A couple of weeks after building kommit
(as mentioned in the
previous post), I found
myself working with the AWS CLI quite a bit. I was trying to figure out which
VPC had a security group that whitelisted an IP, so I could use it as an ingress
point for an EC2 instance. It took a few commands to get there, and I thought I
should wrap this as a CLI tool so I wouldn’t have to switch between my terminal
and browser.
Yet another weekend effort resulted in cfor.

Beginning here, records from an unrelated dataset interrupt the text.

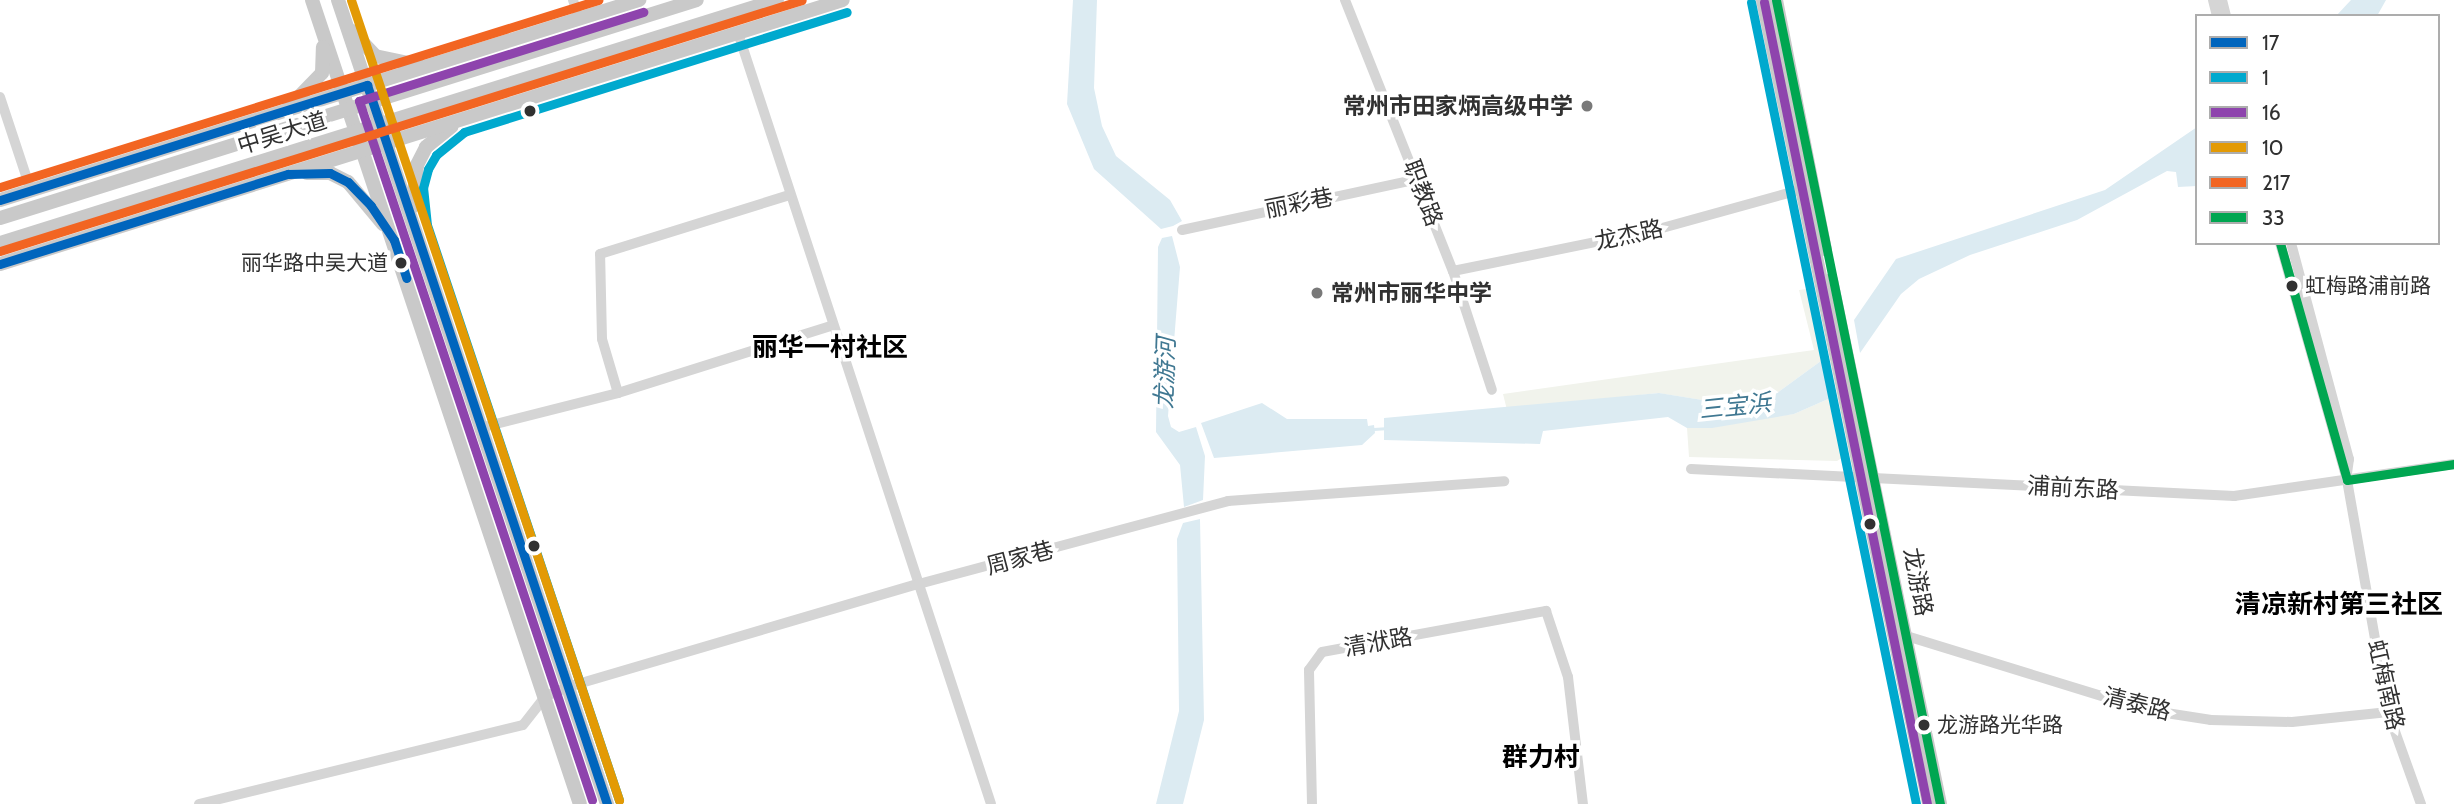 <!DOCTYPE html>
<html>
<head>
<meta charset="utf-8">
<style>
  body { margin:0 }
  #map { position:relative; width:2454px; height:804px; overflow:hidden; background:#fff; font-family:Cabin,"Noto Sans SC",sans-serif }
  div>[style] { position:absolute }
  .green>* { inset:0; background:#f1f3ec }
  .water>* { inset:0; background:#dcebf2 }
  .stream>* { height:2.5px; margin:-1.25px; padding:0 1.25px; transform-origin:1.25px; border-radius:1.25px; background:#dcebf2 }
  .minor>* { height:10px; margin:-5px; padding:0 5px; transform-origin:5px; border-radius:5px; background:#d5d5d5 }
  .major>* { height:14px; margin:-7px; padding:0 7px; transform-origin:7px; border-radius:7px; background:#c9c9c9 }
  .bus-1>* { height:9px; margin:-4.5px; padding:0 4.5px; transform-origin:4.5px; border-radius:4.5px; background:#0065bd }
  .bus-2>* { height:9px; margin:-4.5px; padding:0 4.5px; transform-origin:4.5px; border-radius:4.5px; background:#00a9ce }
  .bus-3>* { height:9px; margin:-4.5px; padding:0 4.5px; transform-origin:4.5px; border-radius:4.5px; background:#8e44ad }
  .bus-4>* { height:9px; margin:-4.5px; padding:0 4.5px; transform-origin:4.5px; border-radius:4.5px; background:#e39a05 }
  .bus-5>* { height:9px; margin:-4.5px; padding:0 4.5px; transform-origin:4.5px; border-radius:4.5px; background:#f26522 }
  .bus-6>* { height:9px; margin:-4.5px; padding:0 4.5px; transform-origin:4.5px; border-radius:4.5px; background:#00a651 }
  .dots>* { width:19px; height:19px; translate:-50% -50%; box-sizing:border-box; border:4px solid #fff; border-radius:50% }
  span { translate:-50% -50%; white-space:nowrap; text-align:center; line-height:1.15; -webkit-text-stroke:7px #fff; paint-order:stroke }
  .bus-label { font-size:21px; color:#313131 }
  .right { translate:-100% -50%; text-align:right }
  .left { translate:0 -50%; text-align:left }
  .poi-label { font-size:23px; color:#313131; font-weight:700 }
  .street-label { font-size:23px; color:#313131 }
  .water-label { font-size:24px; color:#407892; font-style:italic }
  .quarter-label { font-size:26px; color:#000; font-weight:700 }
  .legend { position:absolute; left:2195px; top:14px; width:245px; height:231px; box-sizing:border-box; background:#fff; border:2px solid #adadad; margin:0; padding:9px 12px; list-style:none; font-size:21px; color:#313131 }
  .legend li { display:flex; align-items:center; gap:14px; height:35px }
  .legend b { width:35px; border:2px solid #adadad }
</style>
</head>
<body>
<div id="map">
  <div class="green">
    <i style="clip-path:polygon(1813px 288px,1825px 358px,1777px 393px,1715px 402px,1658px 393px,1507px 410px,1503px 394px,1814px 350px,1799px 290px)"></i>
    <i style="clip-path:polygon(1835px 396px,1846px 446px,1845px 456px,1837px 461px,1689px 457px,1687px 428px,1794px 414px)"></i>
  </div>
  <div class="water">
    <i style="clip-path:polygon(1073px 0,1097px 0,1094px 88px,1102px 126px,1116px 156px,1170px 200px,1182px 221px,1173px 226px,1161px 229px,1094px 169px,1067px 104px)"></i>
    <i style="clip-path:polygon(2351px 0,2386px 0,2377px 16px,2336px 16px)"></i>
    <i style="clip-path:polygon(2197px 127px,2197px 186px,2178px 187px,2176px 172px,2167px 171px,2077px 220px,1970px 255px,1919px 279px,1901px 294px,1860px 353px,1854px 320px,1896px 259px,2105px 190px)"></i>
    <i style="clip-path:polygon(1172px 236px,1180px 267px,1168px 416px,1171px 427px,1179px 432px,1196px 427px,1205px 456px,1203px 500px,1184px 507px,1180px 465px,1156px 432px,1158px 247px,1162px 238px)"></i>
    <i style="clip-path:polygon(1825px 358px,1835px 396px,1794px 414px,1712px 428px,1687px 428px,1668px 417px,1543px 431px,1540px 444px,1384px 440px,1384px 418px,1659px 393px,1715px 402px,1777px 393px)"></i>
    <i style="clip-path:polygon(1262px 403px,1287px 419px,1367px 419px,1368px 426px,1374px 425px,1375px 433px,1362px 445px,1214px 458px,1201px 423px)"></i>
    <i style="clip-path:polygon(1200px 519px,1204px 720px,1183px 804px,1156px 804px,1179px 711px,1177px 539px,1183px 523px)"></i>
  </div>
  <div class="stream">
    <i style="left:1374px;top:429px;width:14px;rotate:-4deg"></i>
  </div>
  <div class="minor">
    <i style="left:573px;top:0;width:20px;rotate:72deg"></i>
    <i style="left:1345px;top:0;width:292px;rotate:68.3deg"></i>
    <i style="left:1453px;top:271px;width:125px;rotate:71.9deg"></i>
    <i style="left:2213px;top:0;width:16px;rotate:76deg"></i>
    <i style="left:2222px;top:0;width:16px;rotate:76deg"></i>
    <i style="left:738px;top:33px;width:811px;rotate:71.83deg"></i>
    <i style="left:0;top:97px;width:99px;rotate:71.7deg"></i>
    <i style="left:1182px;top:230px;width:240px;rotate:-12.2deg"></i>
    <i style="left:2280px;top:243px;width:246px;rotate:74.2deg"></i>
    <i style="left:2347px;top:480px;width:236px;rotate:80deg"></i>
    <i style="left:2388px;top:712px;width:98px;rotate:70.3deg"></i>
    <i style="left:2291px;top:243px;width:224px;rotate:75deg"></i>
    <i style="left:2349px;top:459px;width:14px;rotate:98deg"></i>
    <i style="left:1453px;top:271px;width:206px;rotate:-11.5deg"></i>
    <i style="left:1655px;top:230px;width:154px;rotate:-15.5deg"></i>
    <i style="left:618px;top:393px;width:56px;rotate:-106.5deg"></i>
    <i style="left:602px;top:339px;width:85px;rotate:-91.3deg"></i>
    <i style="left:600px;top:254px;width:198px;rotate:-17.3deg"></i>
    <i style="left:480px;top:428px;width:142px;rotate:-14.2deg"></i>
    <i style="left:618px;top:393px;width:223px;rotate:-17.5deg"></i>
    <i style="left:1691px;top:469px;width:544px;rotate:2.85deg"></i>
    <i style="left:2234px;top:496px;width:222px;rotate:-8.3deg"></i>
    <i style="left:1900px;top:634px;width:258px;rotate:17.1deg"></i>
    <i style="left:2147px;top:710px;width:65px;rotate:8.9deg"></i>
    <i style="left:2211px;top:720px;width:81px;rotate:1.4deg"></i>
    <i style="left:2292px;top:722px;width:97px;rotate:-5.9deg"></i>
    <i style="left:199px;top:804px;width:333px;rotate:-13.7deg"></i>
    <i style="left:523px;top:725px;width:37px;rotate:-52deg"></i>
    <i style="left:546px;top:696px;width:27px;rotate:-22deg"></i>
    <i style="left:571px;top:686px;width:359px;rotate:-16.4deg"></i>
    <i style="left:915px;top:585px;width:324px;rotate:-15deg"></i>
    <i style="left:1228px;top:501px;width:277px;rotate:-4.1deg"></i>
    <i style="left:1312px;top:804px;width:134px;rotate:-91.3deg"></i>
    <i style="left:1309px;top:670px;width:22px;rotate:-54deg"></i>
    <i style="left:1322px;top:652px;width:228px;rotate:-10.4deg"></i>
    <i style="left:1546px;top:611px;width:70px;rotate:71.6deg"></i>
    <i style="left:1568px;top:677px;width:128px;rotate:83.3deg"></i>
  </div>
  <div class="major">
    <i style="left:312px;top:0;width:847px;rotate:71.57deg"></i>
    <i style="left:338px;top:0;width:848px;rotate:71.5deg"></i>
    <i style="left:1763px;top:0;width:821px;rotate:78.33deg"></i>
    <i style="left:1776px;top:0;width:254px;rotate:78.9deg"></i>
    <i style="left:352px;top:31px;width:34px;rotate:47deg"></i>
    <i style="left:375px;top:56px;width:44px;rotate:11.8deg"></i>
    <i style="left:289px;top:107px;width:47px;rotate:-45.9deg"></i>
    <i style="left:322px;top:73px;width:26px;rotate:-88deg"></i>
    <i style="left:307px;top:173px;width:23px"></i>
    <i style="left:330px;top:173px;width:20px;rotate:27deg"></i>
    <i style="left:348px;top:182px;width:55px;rotate:50.2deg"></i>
    <i style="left:0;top:200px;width:670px;rotate:-17.38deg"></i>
    <i style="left:413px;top:206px;width:41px;rotate:-84.4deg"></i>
    <i style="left:417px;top:165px;width:20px;rotate:-63deg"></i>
    <i style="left:426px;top:147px;width:33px;rotate:-39deg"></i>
    <i style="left:0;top:218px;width:730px;rotate:-17.37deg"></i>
    <i style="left:0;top:243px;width:814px;rotate:-17.37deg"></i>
    <i style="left:0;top:264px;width:883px;rotate:-17.39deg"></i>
    <i style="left:1831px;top:280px;width:535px;rotate:78.25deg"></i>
  </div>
  <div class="bus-1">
    <i style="left:0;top:200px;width:385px;rotate:-17.4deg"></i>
    <i style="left:367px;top:85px;width:758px;rotate:71.54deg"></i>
    <i style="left:0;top:264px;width:302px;rotate:-17.4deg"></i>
    <i style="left:288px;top:174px;width:42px;rotate:-1.4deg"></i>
    <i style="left:330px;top:173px;width:20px;rotate:27deg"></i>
    <i style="left:348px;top:182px;width:33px;rotate:46deg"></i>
    <i style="left:371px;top:206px;width:41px;rotate:55.9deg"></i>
    <i style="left:394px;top:240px;width:40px;rotate:72deg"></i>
  </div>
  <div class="bus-2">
    <i style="left:1751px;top:2px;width:819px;rotate:78.37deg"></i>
    <i style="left:619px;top:800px;width:606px;rotate:-108.46deg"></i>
    <i style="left:427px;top:225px;width:37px;rotate:-96deg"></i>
    <i style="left:423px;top:188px;width:20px;rotate:-75deg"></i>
    <i style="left:428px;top:169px;width:16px;rotate:-60deg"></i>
    <i style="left:436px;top:155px;width:36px;rotate:-39deg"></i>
    <i style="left:464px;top:132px;width:401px;rotate:-17.4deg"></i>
  </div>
  <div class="bus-3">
    <i style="left:1764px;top:2px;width:818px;rotate:78.51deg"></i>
    <i style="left:592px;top:800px;width:737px;rotate:-108.43deg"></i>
    <i style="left:359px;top:101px;width:298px;rotate:-17.4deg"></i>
  </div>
  <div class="bus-4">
    <i style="left:351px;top:0;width:844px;rotate:71.48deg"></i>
  </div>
  <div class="bus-5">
    <i style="left:0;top:187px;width:627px;rotate:-17.36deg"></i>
    <i style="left:0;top:251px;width:840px;rotate:-17.38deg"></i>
  </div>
  <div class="bus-6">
    <i style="left:1776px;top:0;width:821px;rotate:78.47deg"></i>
    <i style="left:2280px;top:243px;width:246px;rotate:74.2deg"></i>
    <i style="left:2347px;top:480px;width:108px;rotate:-8.5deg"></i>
  </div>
  <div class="dots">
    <i style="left:1587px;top:106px;background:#797979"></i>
    <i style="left:530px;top:111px;background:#313131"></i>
    <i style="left:401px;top:263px;background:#313131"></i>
    <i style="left:2292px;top:286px;background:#313131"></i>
    <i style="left:1317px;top:293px;background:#797979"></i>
    <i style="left:1870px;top:524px;background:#313131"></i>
    <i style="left:534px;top:546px;background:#313131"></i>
    <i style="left:1924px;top:725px;background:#313131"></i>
  </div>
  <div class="bus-label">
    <span class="right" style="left:388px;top:263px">丽华路中吴大道</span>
    <span class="left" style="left:2305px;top:286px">虹梅路浦前路</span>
    <span class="left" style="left:1937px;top:725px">龙游路光华路</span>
  </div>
  <div class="poi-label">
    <span class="right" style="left:1573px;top:106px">常州市田家炳高级中学</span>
    <span class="left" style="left:1331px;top:293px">常州市丽华中学</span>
  </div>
  <div class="street-label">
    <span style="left:282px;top:133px;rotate:-17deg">中吴大道</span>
    <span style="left:1423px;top:193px;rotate:69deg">职教路</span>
    <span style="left:1299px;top:203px;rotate:-11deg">丽彩巷</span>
    <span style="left:1629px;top:235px;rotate:-12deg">龙杰路</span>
    <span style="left:2073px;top:488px;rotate:3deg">浦前东路</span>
    <span style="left:1020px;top:558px;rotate:-15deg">周家巷</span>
    <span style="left:1918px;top:582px;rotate:79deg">龙游路</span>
    <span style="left:1378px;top:642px;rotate:-10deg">清洑路</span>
    <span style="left:2386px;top:685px;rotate:77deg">虹梅南路</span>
    <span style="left:2137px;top:704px;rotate:14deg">清泰路</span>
  </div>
  <div class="water-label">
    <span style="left:1165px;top:373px;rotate:-88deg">龙游河</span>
    <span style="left:1735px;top:406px;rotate:-6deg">三宝浜</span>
  </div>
  <div class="quarter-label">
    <span style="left:830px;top:348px">丽华一村社区</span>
    <span style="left:2339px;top:605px">清凉新村第三社区</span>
    <span style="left:1541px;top:758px">群力村</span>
  </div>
  <ul class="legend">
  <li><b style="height:9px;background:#0065bd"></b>17</li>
  <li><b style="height:9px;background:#00a9ce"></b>1</li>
  <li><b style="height:9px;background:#8e44ad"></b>16</li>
  <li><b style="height:9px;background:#e39a05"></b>10</li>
  <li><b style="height:9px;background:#f26522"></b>217</li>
  <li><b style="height:9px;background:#00a651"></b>33</li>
  </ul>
</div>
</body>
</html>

This tool is very straightforward. You can install it with Homebrew:
brew install cowboy-bebug/tap/cfor
Or from source:
git clone https://github.com/cowboy-bebug/cfor.git && cd cfor
make install
You’ll need to export one of these environment variables (the CFOR_
one takes
precedence), just like with kommit
:
export OPENAI_API_KEY="sk-..."
export CFOR_OPENAI_API_KEY="sk-..."
And using it is as simple as:
cfor "list security groups in AWS"
And the result is a list of commands matching the question.
What I Learned
The results aren’t as good as kommit
. I think cfor
needs more work around
prompt optimisation.
One neat thing I learned was how to use syscall.TIOCSTI
to inject a selected
command directly into the next terminal prompt. This lets cfor
write the
generated command into your shell input buffer, as if you had typed it manually,
so you can review or edit it before executing.

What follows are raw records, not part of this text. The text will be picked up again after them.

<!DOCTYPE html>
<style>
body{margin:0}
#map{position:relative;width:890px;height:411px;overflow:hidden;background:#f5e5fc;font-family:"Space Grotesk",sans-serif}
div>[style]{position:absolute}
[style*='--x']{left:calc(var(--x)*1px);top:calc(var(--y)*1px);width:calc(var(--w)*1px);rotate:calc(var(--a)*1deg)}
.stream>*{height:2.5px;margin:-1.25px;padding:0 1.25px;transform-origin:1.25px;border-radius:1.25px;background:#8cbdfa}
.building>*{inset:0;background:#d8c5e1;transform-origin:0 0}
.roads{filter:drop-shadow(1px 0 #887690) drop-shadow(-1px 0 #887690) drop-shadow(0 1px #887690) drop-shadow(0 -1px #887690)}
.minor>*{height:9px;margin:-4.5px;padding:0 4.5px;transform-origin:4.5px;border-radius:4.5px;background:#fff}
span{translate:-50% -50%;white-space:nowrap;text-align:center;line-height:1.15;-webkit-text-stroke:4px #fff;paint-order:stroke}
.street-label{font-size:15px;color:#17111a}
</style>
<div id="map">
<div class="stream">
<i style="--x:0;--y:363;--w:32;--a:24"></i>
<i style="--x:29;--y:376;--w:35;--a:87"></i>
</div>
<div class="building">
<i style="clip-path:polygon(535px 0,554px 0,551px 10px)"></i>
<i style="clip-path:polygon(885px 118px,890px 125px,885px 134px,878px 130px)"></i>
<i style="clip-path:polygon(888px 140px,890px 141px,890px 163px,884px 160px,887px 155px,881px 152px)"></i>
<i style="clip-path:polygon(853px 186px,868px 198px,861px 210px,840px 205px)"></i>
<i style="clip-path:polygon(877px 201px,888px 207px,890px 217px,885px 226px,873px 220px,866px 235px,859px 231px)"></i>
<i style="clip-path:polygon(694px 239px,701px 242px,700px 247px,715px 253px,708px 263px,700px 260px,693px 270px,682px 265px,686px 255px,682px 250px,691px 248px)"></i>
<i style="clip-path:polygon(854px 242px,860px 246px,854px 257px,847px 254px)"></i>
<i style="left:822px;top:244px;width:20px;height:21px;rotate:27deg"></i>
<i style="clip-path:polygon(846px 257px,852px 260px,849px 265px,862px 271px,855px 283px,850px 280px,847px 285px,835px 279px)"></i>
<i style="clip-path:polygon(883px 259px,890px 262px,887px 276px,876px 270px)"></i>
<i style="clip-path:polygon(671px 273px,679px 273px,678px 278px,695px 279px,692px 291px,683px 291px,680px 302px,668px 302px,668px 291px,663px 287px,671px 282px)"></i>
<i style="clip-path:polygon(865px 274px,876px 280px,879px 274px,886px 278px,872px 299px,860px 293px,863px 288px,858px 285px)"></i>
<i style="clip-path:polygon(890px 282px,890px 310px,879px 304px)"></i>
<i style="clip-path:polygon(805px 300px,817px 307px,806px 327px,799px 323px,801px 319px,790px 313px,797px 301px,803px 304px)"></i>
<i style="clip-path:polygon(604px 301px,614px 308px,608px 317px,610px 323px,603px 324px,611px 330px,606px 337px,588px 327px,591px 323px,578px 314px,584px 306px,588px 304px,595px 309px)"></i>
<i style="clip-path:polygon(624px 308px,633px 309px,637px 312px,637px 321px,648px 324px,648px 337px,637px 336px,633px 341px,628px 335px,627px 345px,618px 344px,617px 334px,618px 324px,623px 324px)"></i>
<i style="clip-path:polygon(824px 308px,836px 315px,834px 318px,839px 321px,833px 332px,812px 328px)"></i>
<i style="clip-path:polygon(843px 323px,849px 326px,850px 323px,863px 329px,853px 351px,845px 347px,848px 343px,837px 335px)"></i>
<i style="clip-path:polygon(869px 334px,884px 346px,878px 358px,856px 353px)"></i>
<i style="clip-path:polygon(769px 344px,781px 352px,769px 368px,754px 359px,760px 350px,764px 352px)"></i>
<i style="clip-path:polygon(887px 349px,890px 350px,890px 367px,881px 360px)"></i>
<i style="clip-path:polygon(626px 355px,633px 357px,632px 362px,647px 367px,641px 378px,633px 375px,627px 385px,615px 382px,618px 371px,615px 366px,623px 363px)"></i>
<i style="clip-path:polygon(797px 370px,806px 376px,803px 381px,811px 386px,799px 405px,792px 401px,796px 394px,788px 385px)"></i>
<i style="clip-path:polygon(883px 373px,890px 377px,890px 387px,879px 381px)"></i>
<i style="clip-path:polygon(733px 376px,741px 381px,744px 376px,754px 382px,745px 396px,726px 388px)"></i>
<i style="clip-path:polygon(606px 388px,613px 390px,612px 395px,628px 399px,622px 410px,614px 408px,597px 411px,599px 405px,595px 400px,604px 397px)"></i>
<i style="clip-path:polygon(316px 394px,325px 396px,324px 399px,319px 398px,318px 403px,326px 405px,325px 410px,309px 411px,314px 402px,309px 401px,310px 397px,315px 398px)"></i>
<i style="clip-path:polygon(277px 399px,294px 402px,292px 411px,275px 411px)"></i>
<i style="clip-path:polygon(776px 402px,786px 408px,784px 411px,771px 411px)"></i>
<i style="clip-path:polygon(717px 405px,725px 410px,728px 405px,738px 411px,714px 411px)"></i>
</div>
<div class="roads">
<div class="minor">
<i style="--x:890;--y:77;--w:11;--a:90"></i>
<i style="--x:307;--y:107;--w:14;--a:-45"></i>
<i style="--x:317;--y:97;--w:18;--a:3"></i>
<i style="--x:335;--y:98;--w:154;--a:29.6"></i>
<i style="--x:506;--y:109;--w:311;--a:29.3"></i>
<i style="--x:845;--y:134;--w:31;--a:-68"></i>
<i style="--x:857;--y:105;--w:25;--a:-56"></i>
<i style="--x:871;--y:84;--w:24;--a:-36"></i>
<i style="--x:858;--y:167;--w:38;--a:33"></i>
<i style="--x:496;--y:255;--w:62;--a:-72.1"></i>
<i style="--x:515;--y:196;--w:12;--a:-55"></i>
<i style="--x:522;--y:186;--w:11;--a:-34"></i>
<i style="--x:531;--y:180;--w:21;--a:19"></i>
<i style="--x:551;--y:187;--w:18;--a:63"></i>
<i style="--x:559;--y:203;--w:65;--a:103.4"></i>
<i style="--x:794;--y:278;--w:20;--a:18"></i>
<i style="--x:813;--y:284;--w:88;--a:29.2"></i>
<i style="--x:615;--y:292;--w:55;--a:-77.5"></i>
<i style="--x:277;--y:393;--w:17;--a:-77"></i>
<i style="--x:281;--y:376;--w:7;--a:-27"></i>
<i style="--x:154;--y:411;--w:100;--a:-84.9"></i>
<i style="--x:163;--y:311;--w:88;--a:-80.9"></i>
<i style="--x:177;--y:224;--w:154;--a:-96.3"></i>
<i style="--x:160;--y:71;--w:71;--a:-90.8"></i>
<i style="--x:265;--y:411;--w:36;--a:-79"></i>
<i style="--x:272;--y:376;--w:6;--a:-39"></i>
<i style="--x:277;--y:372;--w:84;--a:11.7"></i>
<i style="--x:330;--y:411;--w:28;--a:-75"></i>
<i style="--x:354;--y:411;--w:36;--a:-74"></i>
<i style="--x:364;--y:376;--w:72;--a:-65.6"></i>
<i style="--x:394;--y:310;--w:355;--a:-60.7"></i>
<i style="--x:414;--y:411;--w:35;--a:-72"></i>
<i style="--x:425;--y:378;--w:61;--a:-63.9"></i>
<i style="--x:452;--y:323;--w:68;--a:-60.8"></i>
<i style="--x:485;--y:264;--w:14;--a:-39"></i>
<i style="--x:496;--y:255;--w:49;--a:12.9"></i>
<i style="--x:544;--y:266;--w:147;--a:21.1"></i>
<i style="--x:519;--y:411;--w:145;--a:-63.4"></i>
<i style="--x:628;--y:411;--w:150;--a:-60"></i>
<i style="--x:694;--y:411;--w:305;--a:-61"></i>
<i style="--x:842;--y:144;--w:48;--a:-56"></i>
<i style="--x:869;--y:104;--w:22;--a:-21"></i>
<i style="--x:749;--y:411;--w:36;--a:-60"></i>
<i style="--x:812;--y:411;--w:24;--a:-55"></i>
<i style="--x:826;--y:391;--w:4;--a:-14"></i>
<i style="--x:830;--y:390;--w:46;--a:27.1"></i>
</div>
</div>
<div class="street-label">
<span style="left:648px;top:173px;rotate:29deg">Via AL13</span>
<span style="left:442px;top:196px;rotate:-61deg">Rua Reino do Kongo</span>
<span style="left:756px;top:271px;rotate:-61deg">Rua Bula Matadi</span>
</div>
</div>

Behind the scenes, it uses a low-level ioctl
call to simulate keystrokes,
character by character. This works on both macOS and Linux with
platform-specific constants.
The inject function
disables terminal echo, then uses syscall.TIOCSTI
to push each character of
the command into the shell’s input buffer via SYS_IOCTL
. Once done, it
restores the original terminal state.
This allows the user to “see” the generated command as if they’d typed it, making it feel native while keeping full control over whether to run or modify it.
It felt a bit like a hack, but a fun one, and surprisingly effective.